**Work required**
Only the text of the records belongs in the answer, copied exactly, with every picture omitted.

━━━━━━━━━━━━━━━━━━━━━━━━━━━━━━

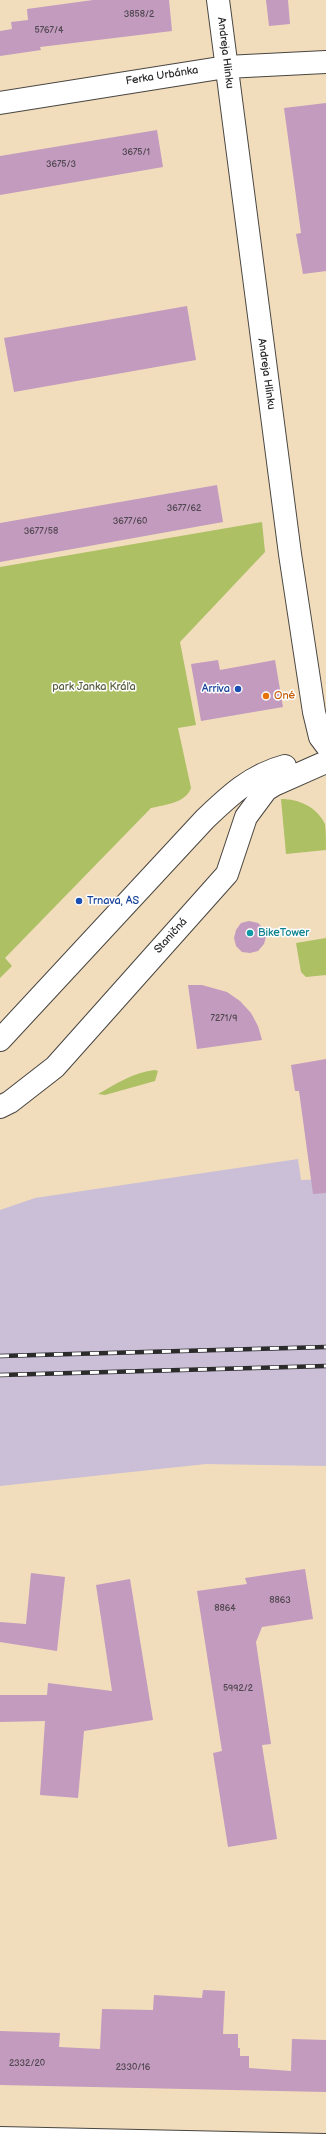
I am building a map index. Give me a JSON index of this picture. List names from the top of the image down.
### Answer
{
  "streets": {
    "street": ["Andreja Hlinku", "Ferka Urbánka", "Staničná"]
  },
  "crossings": [
    ["Andreja Hlinku", "Ferka Urbánka"]
  ],
  "parks": ["park Janka Kráľa"],
  "places": [
    "Arriva",
    "Oné",
    "Trnava, AS",
    "BikeTower"
  ],
  "house_numbers": [
    "3858/2",
    "5767/4",
    "3675/1",
    "3675/3",
    "3677/62",
    "3677/60",
    "3677/58",
    "7271/9",
    "8863",
    "8864",
    "5992/2",
    "2332/20",
    "2330/16"
  ]
}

━━━━━━━━━━━━━━━━━━━━━━━━━━━━━━

**Your solution**
I am building a map index. Give me a JSON index of this picture. List names from the top of the image down.
### Answer
{
  "streets": {
    "street": ["Andreja Hlinku", "Ferka Urbánka", "Staničná"]
  },
  "crossings": [
    ["Andreja Hlinku", "Ferka Urbánka"]
  ],
  "parks": ["park Janka Kráľa"],
  "places": [
    "Arriva",
    "Oné",
    "Trnava, AS",
    "BikeTower"
  ],
  "house_numbers": [
    "3858/2",
    "5767/4",
    "3675/1",
    "3675/3",
    "3677/62",
    "3677/60",
    "3677/58",
    "7271/9",
    "8863",
    "8864",
    "5992/2",
    "2332/20",
    "2330/16"
  ]
}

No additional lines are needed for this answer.